The other day, I was rudely interrupted by a VIDEO_TDR_FAILURE BSOD on my 32-bit Vista laptop and with all the other things I needed to get done, I did not get a chance to investigate the failure until Santa gave us all, a much needed break.
One of the most impressive things to note about the new Vista Windows Display Driver Model (WDDM) drivers is that the display driver can crash and restart without the system going down. I was shocked (and impressed at the same time) when I first heard about this. According to OCA data received by Microsoft, Vista is able to recover desktop 93% of the time a Graphics Processing Unit (GPU) hang is detected.
TDR standing for Timeout Detection and Recovery is a feature in DirectX graphics kernel subsystem (dxgkrnl.sys), where if GPU, which is the heart of graphics card, could not be preempted by the Video Scheduler for 2 seconds (can be overridden by TdrDelay registry value under HKLM\System\CurrentControlSet\Control\GraphicsDrivers) from its current task, is considered hung. After the GPU is determined to be hung, system collects state information necessary for post-mortem analysis. Then system gives 5 seconds (can be overridden by TdrDdiDelay registry value) for threads to leave the driver. If the timeout is not sufficient, VIDEO_TDR_FAILURE (116) bugcheck is reported. Otherwise GPU is reset and system attempts to restore desktop to the same state as it was before the GPU hang. All this happens without reboot and Vista logs event 4101 (Display driver <yourdisplaydriver> stopped responding and has successfully recovered) and shows the message in the system tray.
In any case, windbg analysis of dump produced the following
One of the first things to note here is that FAULTING_IP is located in nvlddmkm but nvlddmkm is nowhere in the thread stack. This is picked up from the second bugcheck parameter. The optional TDR_RECOVERY_CONTEXT pointer is present in the first parameter, but unfortunately this structure is not documented. In my case however, the context address was missing from the minidump, so it would not have been very useful even if the structure was known.
The third parameter, which is the error code of the last failed operation is set to 0xc00000b5 or STATUS_IO_TIMEOUT. That seems to be typical of VIDEO_TDR_FAILURE BSODs. The driver had a version of 18.104.22.16863 with a timestamp of Fri Jun 15 18:20:38 2007. After searching at Dell's site I was pleased to see the following display driver update.

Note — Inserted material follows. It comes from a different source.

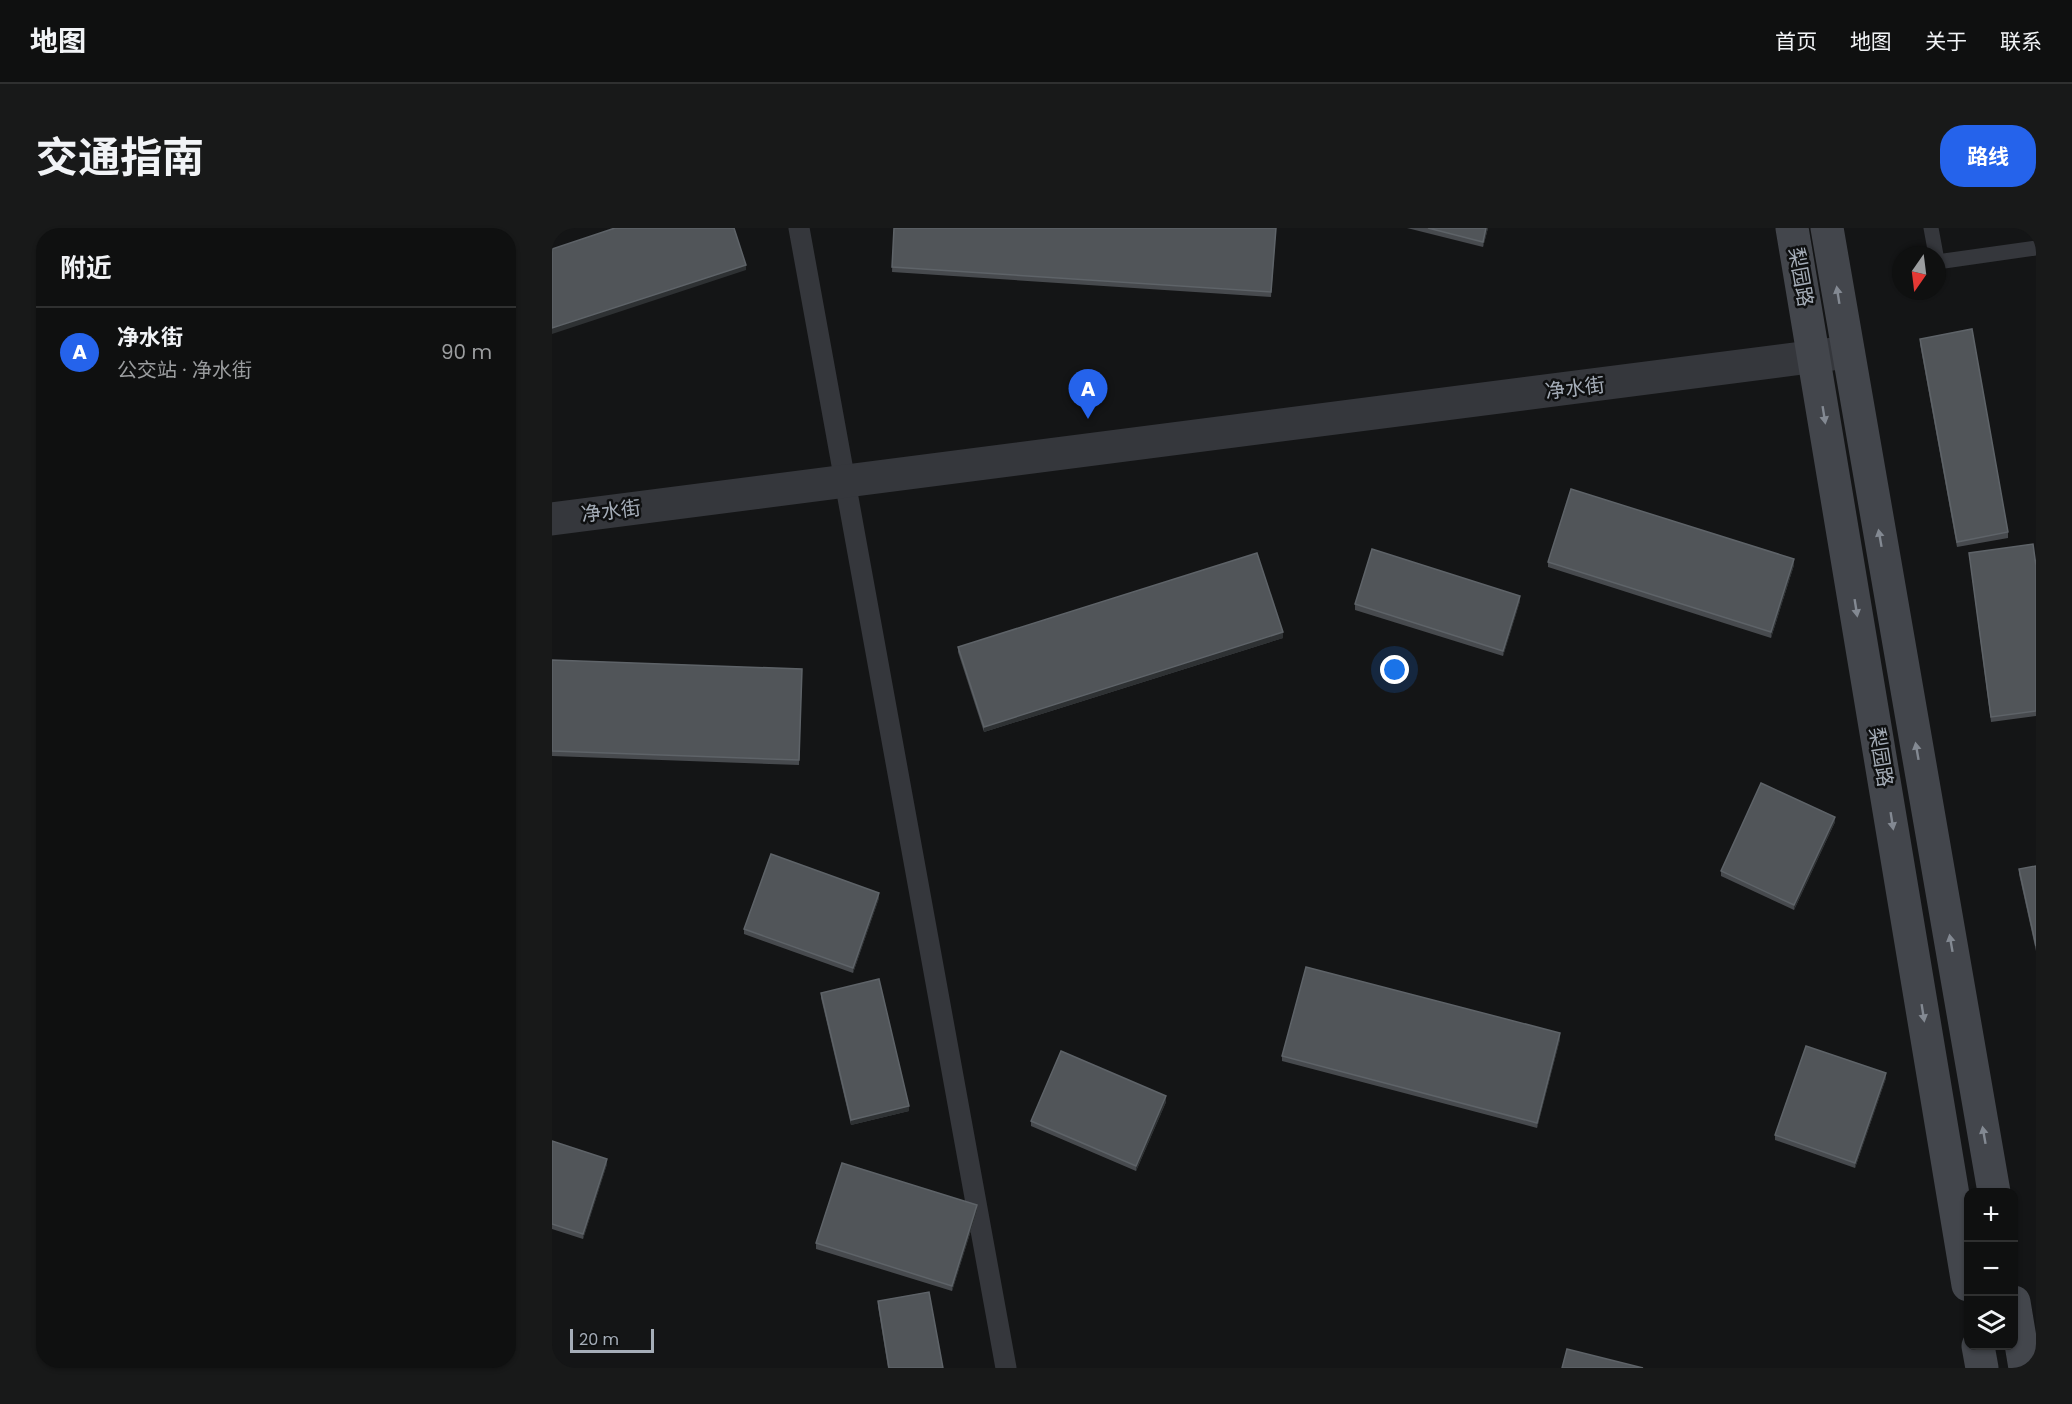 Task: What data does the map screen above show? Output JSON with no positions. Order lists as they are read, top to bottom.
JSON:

I ignored the "Optional" criticality and upgraded. The screen went blank during the installation and I feared I might be hitting this bug. But thankfully installer came back and prompted for reboot. After reboot I checked the driver version and it was all the same !! So I did have the latest driver from nvidia, just like Vista driver update told me. I am surprised that nvidia's driver installer did not detect that and warn me about it.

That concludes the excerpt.